Le neurologue Antonio Damasio est l’un de ceux qui ont su mettre en évidence cette intrication souvent forte en nous de la raison et des émotions. Intrication de la raison et des sentiments dont nous avons conscience, qui sont le lit de notre capacité à espérer : lisez ou relisez l’Erreur de Descartes. Chez certains patients neurologiques, il est ainsi possible de découvrir des situations troublantes dans
lesquelles l’analyse rationnelle d’une situation est correctement produite par le malade, mais ne le conduit pourtant pas à la décision et à l’action motivée par cette analyse rationnelle réussie. Autrement dit ces patients prennent des mauvaises décisions, tout en ayant conscience des raisons qui devraient les conduire à prendre la bonne décision. Quelle est la raison de leur déraison ? Une perturbation de l’investissement émotionnel de cette expérience vécue. Les marqueurs corporels (on parle de marqueurs somatiques) de cette intégration émotionnelle sont mis en échec chez ces patients du fait de lésions cérébrales spécifiques. Il m’est arrivé de suivre et d’explorer une telle patiente qui continue à me consulter. Ces situations neurologiques hors normes constituent une sorte de démonstration par l’absurde du fait que lorsque nous sommes en état de bonne santé neurologique, nous abordons de nombreuses situations de notre existence à la fois sur un mode rationnel, et sur un mode émotionnel.
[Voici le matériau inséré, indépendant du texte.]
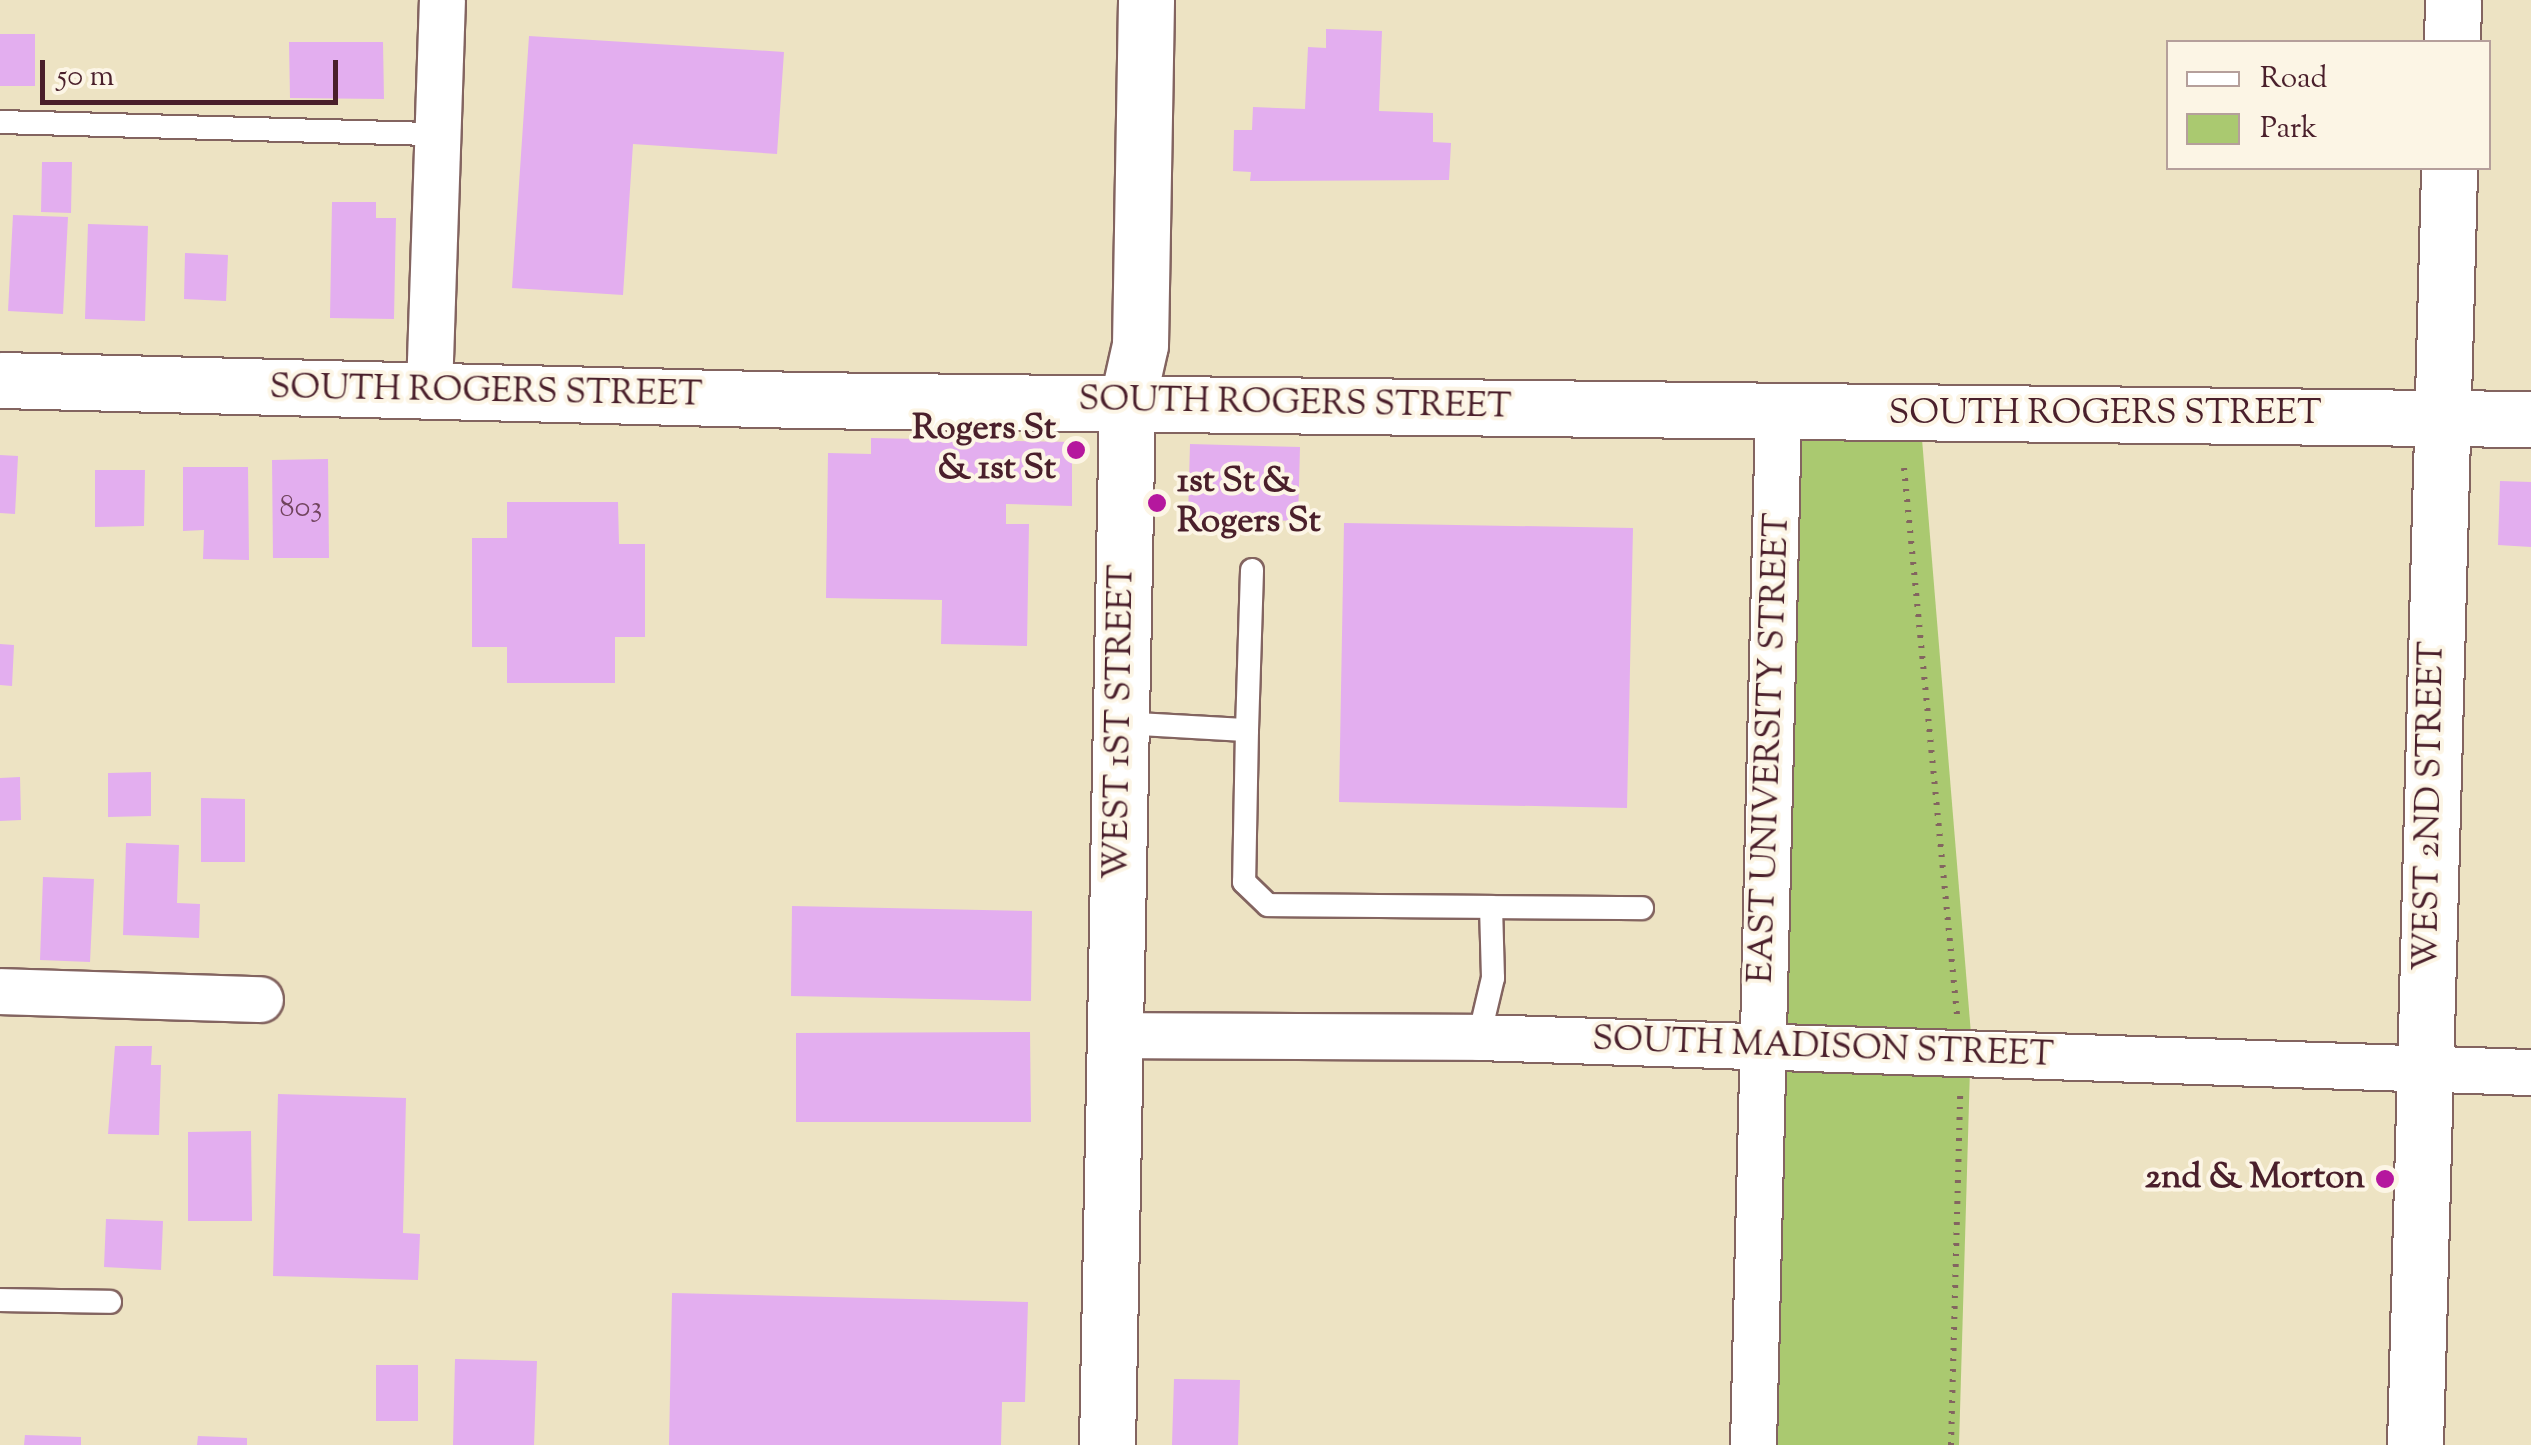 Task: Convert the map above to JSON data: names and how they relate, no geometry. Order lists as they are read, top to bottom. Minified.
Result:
{"streets":{"street":["SOUTH ROGERS STREET","WEST 1ST STREET","EAST UNIVERSITY STREET","WEST 2ND STREET","SOUTH MADISON STREET"]},"crossings":[["SOUTH ROGERS STREET","WEST 1ST STREET"],["SOUTH ROGERS STREET","EAST UNIVERSITY STREET"],["SOUTH ROGERS STREET","WEST 2ND STREET"],["WEST 1ST STREET","SOUTH MADISON STREET"],["EAST UNIVERSITY STREET","SOUTH MADISON STREET"],["WEST 2ND STREET","SOUTH MADISON STREET"]],"places":["Rogers St & 1st St","1st St & Rogers St","2nd & Morton"],"house_numbers":["803"],"legend":["Road","Park"],"scale_bar":"50 m"}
Cette intrication sous-tend nombre de nos comportements et de nos actions sur le monde. Je me répète donc : notre condition humaine ne parvient jamais vraiment à dissocier totalement l’espoir ou la croyance de la raison. Nous devons faire avec cet état intriqué.

Nous sommes des créatures croyantes, et je ne parle pas ici uniquement de nos croyances complexes ou abstraites, – politiques ou religieuses par exemple -, mais de chacun de nos moments vécus consciemment. Par exemple, je pense et je crois être là ici aujourd’hui avec vous, et sans doute pensez-vous et croyez-vous de même. Si j’étais un prestidigitateur de génie et que je disparaissais à l’instant dans une volute de fumée, sans doute vous diriez vous aussitôt quelque chose : C’est incroyable ! Ce qui vous permettrait de prendre conscience du fait que vous aussi croyiez que j’étais bien là. Non seulement vous me perceviez ici, mais vous accordiez un crédit puissant à cette perception : non seulement nous
percevons et pensons le monde dont nous faisons partie, mais nous créditons ces perceptions et ces pensées d’un certain degré de croyance.

Irrépressiblement. Depuis mon livre Le Nouvel inconscient paru en 2006, j’ai forgé le sigle de FIC (F I C) pour désigner ces hôtes de notre espace mental conscient : nos fictions interprétations croyances. Nous sommes capables de réviser, corriger, mettre à jour certaines de ces FICs, avec plus ou moins de
facilité, mais une chose ne change pas : tant que nous sommes conscients et donc capables de nous rapporter des contenus mentaux en première personne, notre condition est une étoffe composée de raison et de croyance et d’espoir ou de désespoir, ce qui revient au même.

Nous rationalisons nos conduites, nos choix, et nos aspirations, nos croyances et nos espoirs. Croire espérer sans se chercher des raisons d’espérer est illusoire. Il faudra s’y faire.

Fort de ce que nous pourrions qualifier avec Freud de nouvelle « blessure narcissique », – après la révolution copernicienne puis la révolution darwinienne –, il nous reste alors la possibilité d’opérer un choix entre les raisons que nous allons nous choisir pour alimenter le feu de notre espoir. Et c’est ici précisément, dans ce lieu fragile et étroit, que nous pouvons tenter d’opérer ce choix … de la manière la moins irrationnelle possible, de la manière la moins égoïste, de la manière la plus généreuse, de la manière la plus juste, la plus intelligente aussi, de la manière la plus humaine. Choisissons-nous, le plus rationnellement possible, les raisons que nous avancerons irrépressiblement pour continuer d’espérer.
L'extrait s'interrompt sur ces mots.